While I have several recipes for german pancakes, most of them have a ton of butter and turn out super greasy.
I went in search of something new this morning, and happened across a recipe from The Food Network.
I actually followed this recipe almost to the T (not a common occurence), and I loved how it turned out. Due to the addition of a little bit of sugar and vanilla, this didn't taste eggy, and had more of a custard like taste.

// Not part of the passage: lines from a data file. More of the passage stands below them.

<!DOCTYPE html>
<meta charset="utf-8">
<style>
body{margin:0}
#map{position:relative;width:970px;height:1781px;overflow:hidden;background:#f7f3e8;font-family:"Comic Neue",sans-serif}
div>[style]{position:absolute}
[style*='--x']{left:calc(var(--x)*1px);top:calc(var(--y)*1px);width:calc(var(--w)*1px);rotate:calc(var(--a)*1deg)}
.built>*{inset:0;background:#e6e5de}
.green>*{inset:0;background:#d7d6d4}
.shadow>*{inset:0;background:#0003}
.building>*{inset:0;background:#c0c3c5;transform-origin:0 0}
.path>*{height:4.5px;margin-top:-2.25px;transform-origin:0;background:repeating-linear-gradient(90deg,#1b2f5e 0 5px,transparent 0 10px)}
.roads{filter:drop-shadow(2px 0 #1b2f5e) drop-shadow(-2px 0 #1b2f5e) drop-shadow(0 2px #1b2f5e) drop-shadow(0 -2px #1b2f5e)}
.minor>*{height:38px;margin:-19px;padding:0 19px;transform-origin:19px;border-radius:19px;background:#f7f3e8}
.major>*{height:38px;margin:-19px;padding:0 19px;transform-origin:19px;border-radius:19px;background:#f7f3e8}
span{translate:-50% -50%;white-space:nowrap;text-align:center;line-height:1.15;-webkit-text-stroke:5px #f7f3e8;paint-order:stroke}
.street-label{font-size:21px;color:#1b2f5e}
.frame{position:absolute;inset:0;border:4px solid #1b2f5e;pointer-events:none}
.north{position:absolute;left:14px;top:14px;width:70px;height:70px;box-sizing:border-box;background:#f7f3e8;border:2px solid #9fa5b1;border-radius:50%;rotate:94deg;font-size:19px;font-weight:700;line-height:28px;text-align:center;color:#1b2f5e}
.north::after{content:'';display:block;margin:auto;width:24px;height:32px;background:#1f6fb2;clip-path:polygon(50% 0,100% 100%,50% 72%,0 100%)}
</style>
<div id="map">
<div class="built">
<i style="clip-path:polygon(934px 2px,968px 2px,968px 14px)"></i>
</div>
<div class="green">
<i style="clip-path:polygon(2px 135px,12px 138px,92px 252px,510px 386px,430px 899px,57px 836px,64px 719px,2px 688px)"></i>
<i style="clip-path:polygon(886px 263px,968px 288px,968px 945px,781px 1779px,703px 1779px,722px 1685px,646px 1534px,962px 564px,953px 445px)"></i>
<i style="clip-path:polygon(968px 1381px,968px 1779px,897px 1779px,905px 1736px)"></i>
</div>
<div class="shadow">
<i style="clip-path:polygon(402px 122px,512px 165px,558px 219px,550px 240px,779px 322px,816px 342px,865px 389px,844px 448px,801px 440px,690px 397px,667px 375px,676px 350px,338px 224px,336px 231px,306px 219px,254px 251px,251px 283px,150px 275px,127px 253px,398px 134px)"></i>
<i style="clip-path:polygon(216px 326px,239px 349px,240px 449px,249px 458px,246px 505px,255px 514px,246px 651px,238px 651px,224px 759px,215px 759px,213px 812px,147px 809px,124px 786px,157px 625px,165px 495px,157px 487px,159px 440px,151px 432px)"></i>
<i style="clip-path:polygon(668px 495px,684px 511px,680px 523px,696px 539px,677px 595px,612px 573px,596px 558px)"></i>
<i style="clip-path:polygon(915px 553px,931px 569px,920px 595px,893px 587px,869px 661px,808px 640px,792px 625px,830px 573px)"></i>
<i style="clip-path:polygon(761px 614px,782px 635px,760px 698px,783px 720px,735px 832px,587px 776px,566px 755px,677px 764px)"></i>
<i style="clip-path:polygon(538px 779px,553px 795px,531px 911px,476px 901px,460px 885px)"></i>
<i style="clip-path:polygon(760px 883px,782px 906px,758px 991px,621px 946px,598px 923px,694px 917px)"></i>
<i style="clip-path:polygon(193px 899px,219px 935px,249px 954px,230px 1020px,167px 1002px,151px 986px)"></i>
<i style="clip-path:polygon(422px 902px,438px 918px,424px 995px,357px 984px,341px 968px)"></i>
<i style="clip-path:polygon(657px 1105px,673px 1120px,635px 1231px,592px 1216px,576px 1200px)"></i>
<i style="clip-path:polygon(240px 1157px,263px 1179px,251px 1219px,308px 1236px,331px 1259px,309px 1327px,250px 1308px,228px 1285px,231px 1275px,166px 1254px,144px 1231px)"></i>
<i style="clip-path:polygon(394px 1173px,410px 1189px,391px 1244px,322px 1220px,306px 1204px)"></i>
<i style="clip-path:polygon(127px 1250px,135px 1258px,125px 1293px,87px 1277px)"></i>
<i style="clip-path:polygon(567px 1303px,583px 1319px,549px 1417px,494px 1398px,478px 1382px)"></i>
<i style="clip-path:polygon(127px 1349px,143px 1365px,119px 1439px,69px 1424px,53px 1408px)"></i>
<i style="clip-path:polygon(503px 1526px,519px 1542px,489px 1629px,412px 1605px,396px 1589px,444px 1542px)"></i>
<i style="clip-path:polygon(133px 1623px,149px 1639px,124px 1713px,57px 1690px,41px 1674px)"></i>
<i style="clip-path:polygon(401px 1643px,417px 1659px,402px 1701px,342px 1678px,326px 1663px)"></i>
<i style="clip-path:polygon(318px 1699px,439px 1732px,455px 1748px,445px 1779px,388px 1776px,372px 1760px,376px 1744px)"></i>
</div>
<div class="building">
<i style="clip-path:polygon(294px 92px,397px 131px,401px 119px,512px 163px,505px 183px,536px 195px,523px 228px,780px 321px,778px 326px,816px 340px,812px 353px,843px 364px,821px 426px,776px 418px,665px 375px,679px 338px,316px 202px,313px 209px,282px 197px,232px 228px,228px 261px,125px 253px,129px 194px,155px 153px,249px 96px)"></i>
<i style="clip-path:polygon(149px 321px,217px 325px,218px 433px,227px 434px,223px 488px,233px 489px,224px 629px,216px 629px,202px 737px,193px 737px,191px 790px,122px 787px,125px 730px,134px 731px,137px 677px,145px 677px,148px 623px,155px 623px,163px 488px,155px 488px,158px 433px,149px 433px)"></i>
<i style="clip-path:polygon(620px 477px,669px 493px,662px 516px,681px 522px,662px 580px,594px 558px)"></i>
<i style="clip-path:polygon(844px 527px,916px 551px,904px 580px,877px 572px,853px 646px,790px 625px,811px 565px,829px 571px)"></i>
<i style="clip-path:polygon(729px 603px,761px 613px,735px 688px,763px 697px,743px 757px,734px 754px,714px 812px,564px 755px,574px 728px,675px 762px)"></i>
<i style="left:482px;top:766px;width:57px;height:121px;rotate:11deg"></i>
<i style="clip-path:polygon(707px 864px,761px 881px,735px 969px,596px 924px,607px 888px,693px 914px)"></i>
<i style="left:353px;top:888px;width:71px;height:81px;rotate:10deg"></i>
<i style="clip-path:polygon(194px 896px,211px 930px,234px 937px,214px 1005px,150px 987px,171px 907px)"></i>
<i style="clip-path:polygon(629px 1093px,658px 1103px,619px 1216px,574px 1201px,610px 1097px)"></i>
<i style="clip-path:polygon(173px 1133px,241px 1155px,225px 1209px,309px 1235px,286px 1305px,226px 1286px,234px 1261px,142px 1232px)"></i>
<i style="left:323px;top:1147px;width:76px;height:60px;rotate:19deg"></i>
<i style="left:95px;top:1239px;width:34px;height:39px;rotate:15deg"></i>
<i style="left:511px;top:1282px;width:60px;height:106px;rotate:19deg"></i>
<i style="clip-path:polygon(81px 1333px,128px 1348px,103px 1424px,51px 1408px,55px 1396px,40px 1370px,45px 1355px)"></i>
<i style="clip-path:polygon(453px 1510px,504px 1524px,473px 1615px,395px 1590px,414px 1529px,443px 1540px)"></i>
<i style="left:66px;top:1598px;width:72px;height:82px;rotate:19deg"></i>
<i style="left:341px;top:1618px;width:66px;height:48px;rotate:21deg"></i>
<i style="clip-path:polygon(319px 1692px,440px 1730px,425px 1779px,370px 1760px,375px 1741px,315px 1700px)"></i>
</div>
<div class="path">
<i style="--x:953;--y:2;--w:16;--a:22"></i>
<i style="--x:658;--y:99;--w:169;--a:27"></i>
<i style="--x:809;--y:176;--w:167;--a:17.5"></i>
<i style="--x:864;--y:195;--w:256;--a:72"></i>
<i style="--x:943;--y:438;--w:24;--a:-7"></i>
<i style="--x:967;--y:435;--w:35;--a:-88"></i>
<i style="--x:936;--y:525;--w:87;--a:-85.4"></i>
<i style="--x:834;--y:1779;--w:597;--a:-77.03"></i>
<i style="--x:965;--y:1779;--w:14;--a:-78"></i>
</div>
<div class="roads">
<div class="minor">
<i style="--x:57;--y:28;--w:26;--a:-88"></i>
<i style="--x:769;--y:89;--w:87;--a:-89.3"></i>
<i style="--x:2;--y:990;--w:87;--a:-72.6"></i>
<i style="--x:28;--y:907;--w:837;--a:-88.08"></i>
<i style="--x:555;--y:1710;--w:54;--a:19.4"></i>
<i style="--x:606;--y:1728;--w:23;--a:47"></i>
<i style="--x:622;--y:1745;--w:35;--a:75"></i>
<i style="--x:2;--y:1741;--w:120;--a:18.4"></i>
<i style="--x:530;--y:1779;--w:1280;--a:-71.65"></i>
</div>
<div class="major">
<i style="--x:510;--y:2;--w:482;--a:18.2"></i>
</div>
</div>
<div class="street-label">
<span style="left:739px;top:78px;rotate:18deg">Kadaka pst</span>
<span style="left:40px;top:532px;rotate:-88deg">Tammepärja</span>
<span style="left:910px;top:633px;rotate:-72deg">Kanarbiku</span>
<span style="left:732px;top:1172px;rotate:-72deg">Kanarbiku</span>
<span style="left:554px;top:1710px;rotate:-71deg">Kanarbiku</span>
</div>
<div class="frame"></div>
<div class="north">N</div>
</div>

Here's the recipe~hope you enjoy it as much as my family did - we'll be making this one over and over!

  • 3 large eggs
  • 1/2 teaspoon fine salt
  • 3 tablespoons sugar
  • 1 cup milk, warmed
  • 1 teaspoon vanilla extract
  • 2 tablespoons unsalted butter, melted (OR I Can't believe it's not butter)
  • 1 cup unbleached all-purpose flour
  • 2 teaspoons vegetable shortening
  • Confectioners' sugar, canned peaches or pears, berries, or maple syrup


Preheat the oven to 425 degrees F.  Place a well seasoned 10 inch cast iron skillet in the oven for 10 minutes (or as oven is preheating.)
In a medium bowl, whisk together the eggs, salt, sugar, milk, vanilla, and butter. Whisk in the flour to make a smooth batter.
Remove skillet from oven, and brush the inside with the shortening. Pour in the batter and bake for 15 minutes.
Lower the oven to 350 degrees F. and continue baking until puffed and golden brown, about 13 to 15 minutes more. Run a knife around the edge of the skillet. Sift the confectioners' sugar over the pancake. Serve immediately in the skillet with maple syrup, marinated berries, or glazed apples and pears.